-- Opening Marker --

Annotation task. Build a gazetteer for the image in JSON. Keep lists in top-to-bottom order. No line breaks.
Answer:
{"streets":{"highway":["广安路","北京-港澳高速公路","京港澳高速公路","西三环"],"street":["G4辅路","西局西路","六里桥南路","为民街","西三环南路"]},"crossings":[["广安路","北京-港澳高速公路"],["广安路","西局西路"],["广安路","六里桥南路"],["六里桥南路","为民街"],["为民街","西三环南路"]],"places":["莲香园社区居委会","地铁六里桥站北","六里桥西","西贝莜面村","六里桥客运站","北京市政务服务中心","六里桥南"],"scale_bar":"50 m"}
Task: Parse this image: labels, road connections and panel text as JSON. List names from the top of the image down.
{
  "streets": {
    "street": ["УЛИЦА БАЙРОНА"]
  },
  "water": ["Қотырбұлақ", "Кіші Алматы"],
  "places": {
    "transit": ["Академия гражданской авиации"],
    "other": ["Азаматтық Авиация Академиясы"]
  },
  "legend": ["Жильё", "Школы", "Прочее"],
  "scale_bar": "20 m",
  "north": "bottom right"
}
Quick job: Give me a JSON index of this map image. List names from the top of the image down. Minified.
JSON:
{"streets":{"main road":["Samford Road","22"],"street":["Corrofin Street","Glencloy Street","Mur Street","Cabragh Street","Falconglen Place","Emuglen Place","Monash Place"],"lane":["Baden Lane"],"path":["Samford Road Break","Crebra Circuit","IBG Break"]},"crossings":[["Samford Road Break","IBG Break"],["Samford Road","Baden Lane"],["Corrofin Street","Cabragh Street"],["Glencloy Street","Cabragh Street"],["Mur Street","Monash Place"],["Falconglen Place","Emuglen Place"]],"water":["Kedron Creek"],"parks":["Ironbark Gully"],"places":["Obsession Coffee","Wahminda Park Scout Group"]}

-- Closing Marker --

» **WHAT YOU ARE ASKED TO DO**: Output the full listing above without altering a single word.

» **SOLUTION TO THE EXERCISE**:
Annotation task. Build a gazetteer for the image in JSON. Keep lists in top-to-bottom order. No line breaks.
Answer:
{"streets":{"highway":["广安路","北京-港澳高速公路","京港澳高速公路","西三环"],"street":["G4辅路","西局西路","六里桥南路","为民街","西三环南路"]},"crossings":[["广安路","北京-港澳高速公路"],["广安路","西局西路"],["广安路","六里桥南路"],["六里桥南路","为民街"],["为民街","西三环南路"]],"places":["莲香园社区居委会","地铁六里桥站北","六里桥西","西贝莜面村","六里桥客运站","北京市政务服务中心","六里桥南"],"scale_bar":"50 m"}
Task: Parse this image: labels, road connections and panel text as JSON. List names from the top of the image down.
{
  "streets": {
    "street": ["УЛИЦА БАЙРОНА"]
  },
  "water": ["Қотырбұлақ", "Кіші Алматы"],
  "places": {
    "transit": ["Академия гражданской авиации"],
    "other": ["Азаматтық Авиация Академиясы"]
  },
  "legend": ["Жильё", "Школы", "Прочее"],
  "scale_bar": "20 m",
  "north": "bottom right"
}
Quick job: Give me a JSON index of this map image. List names from the top of the image down. Minified.
JSON:
{"streets":{"main road":["Samford Road","22"],"street":["Corrofin Street","Glencloy Street","Mur Street","Cabragh Street","Falconglen Place","Emuglen Place","Monash Place"],"lane":["Baden Lane"],"path":["Samford Road Break","Crebra Circuit","IBG Break"]},"crossings":[["Samford Road Break","IBG Break"],["Samford Road","Baden Lane"],["Corrofin Street","Cabragh Street"],["Glencloy Street","Cabragh Street"],["Mur Street","Monash Place"],["Falconglen Place","Emuglen Place"]],"water":["Kedron Creek"],"parks":["Ironbark Gully"],"places":["Obsession Coffee","Wahminda Park Scout Group"]}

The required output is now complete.